**EXERCISE MATERIALS**
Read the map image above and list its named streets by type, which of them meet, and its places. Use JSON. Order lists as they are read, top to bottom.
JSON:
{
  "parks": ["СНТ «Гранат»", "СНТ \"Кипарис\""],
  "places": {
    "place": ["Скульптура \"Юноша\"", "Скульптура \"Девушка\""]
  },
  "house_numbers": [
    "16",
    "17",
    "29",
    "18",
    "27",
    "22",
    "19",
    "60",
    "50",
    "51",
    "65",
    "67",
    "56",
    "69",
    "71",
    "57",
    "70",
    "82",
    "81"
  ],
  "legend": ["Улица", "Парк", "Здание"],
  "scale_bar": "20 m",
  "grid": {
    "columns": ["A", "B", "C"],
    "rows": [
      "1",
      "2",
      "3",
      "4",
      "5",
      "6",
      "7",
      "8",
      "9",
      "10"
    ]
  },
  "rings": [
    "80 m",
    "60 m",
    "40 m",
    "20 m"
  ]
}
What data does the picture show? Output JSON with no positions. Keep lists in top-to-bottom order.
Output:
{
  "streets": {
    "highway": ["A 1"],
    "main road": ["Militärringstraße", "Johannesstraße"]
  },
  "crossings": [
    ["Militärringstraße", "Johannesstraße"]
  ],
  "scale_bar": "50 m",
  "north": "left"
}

==

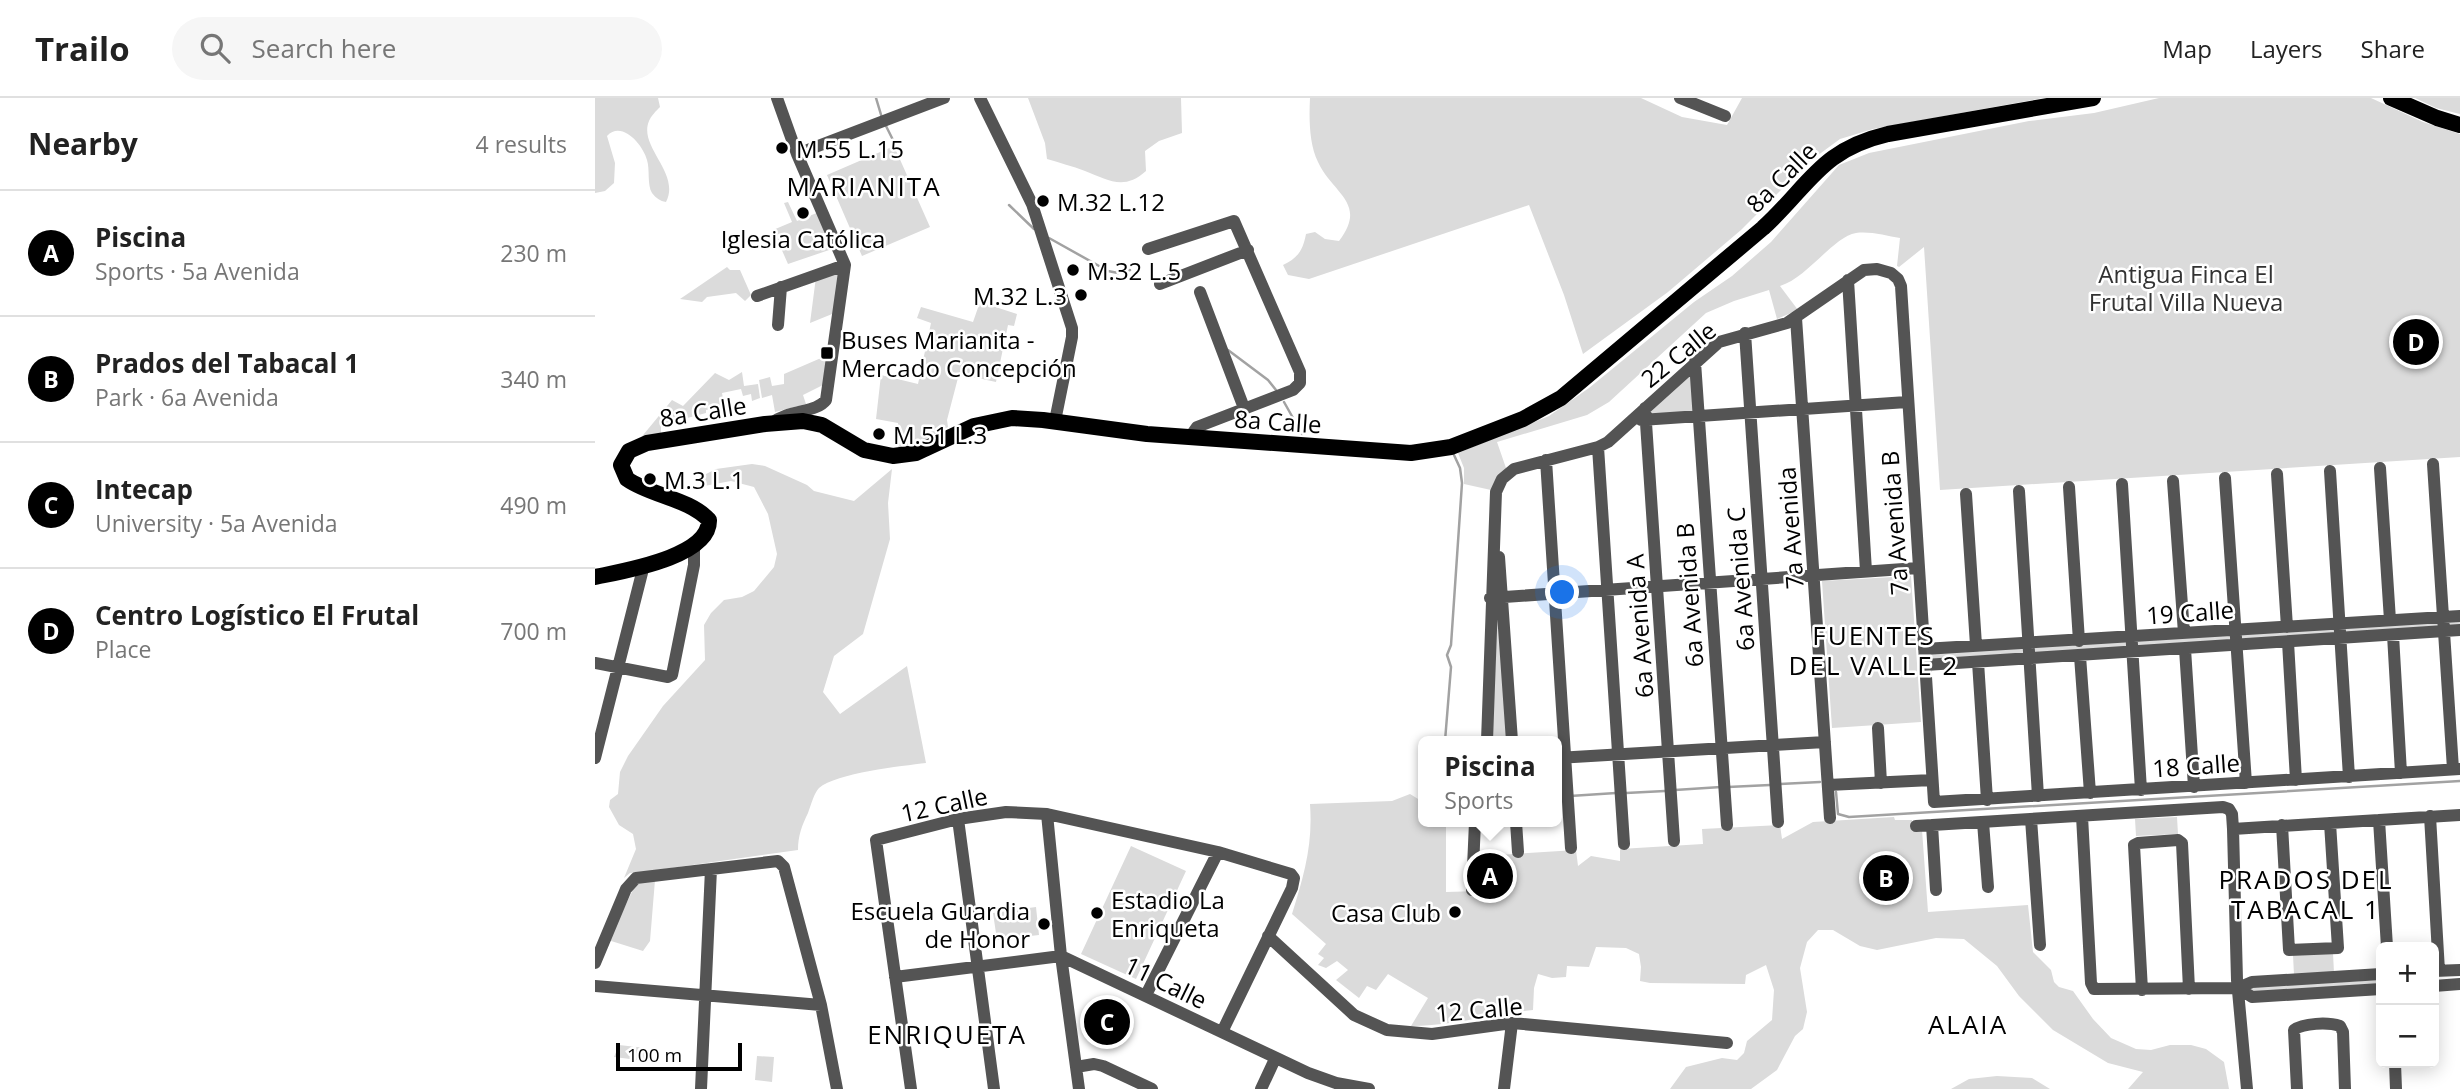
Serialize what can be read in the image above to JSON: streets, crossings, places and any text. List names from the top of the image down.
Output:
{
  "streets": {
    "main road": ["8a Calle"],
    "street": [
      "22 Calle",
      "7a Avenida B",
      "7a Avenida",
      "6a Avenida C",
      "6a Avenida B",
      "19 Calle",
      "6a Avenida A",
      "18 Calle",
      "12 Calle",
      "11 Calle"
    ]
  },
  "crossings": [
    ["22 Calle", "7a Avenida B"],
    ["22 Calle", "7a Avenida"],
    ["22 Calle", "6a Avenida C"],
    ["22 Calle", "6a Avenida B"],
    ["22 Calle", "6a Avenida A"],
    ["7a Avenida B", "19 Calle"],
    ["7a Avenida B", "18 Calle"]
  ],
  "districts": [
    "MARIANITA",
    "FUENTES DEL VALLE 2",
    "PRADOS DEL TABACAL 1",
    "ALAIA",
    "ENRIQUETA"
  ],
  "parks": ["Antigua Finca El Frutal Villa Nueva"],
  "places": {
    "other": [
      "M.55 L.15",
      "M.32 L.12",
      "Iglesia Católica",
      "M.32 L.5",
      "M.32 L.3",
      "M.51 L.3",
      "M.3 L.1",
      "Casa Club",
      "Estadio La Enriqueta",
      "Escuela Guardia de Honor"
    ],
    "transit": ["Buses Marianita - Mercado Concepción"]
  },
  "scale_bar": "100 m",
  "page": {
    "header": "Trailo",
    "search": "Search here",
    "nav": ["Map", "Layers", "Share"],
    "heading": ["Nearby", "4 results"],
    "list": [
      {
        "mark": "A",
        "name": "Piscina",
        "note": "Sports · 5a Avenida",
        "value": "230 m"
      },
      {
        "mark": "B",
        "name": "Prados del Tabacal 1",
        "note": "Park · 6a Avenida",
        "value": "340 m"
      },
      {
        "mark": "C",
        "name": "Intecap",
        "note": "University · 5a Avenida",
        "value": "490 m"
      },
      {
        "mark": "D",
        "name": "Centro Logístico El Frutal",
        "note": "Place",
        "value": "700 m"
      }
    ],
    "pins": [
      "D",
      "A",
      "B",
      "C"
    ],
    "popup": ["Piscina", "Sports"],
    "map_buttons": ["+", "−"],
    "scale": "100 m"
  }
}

==

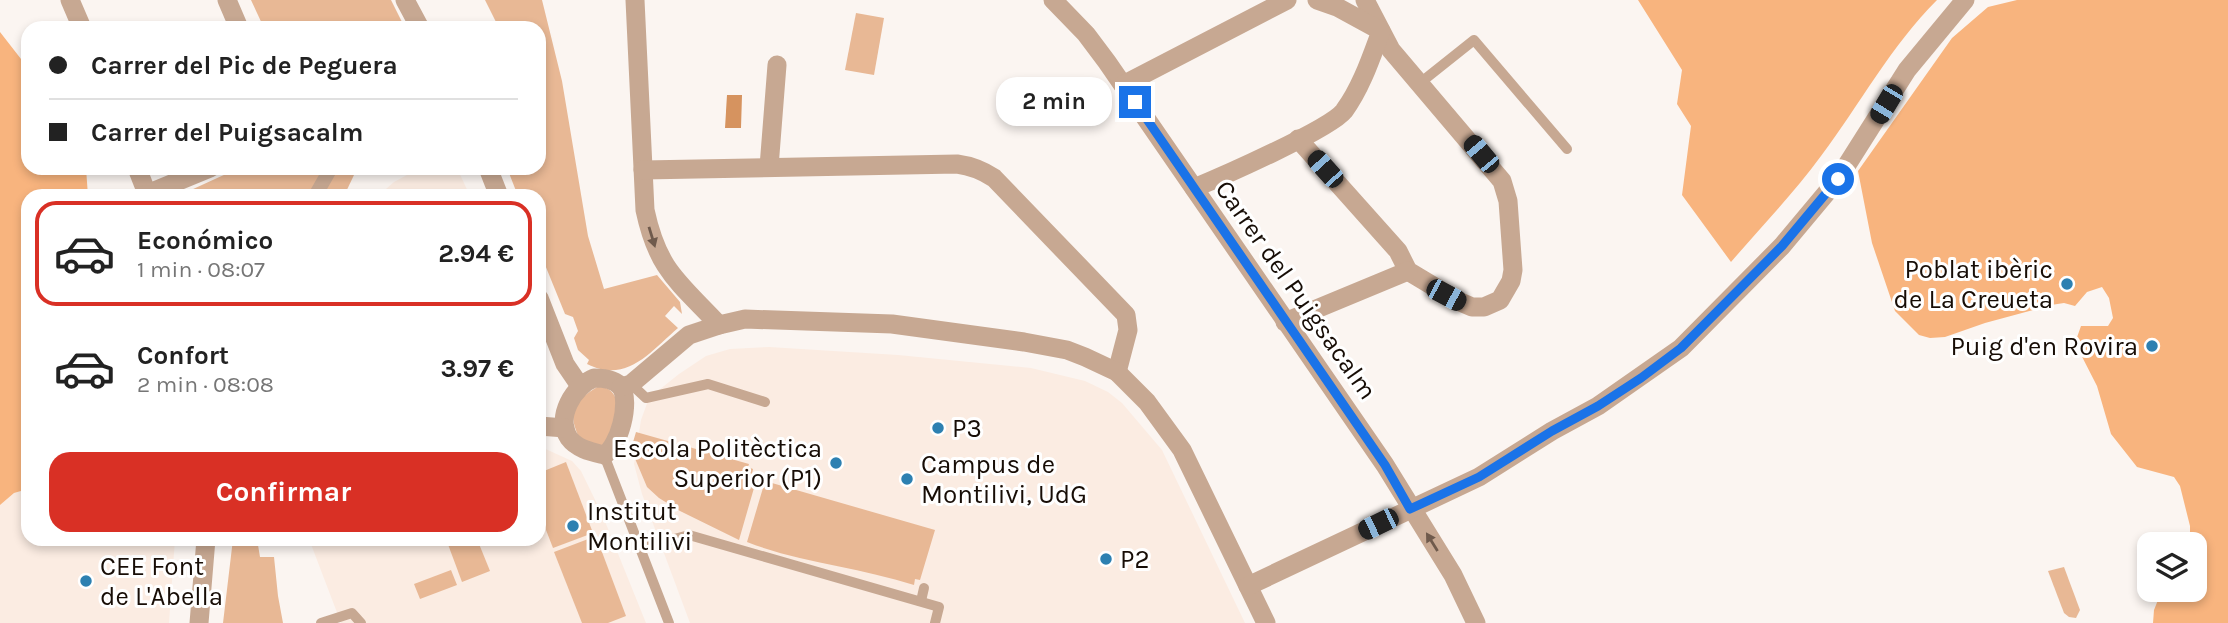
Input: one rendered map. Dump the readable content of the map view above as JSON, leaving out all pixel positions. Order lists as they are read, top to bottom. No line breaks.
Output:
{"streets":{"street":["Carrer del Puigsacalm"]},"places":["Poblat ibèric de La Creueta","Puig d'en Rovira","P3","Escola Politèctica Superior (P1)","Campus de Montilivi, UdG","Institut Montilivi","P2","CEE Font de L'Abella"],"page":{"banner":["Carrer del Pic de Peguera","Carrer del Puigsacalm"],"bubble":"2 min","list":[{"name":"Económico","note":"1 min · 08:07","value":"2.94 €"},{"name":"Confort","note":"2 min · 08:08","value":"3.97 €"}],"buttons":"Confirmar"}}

**WHAT YOU WILL DO**
Among the lines of the data, identify those with the word "positions". Copy each of them.

**TASK RESPONSE**
What data does the picture show? Output JSON with no positions. Keep lists in top-to-bottom order.
Input: one rendered map. Dump the readable content of the map view above as JSON, leaving out all pixel positions. Order lists as they are read, top to bottom. No line breaks.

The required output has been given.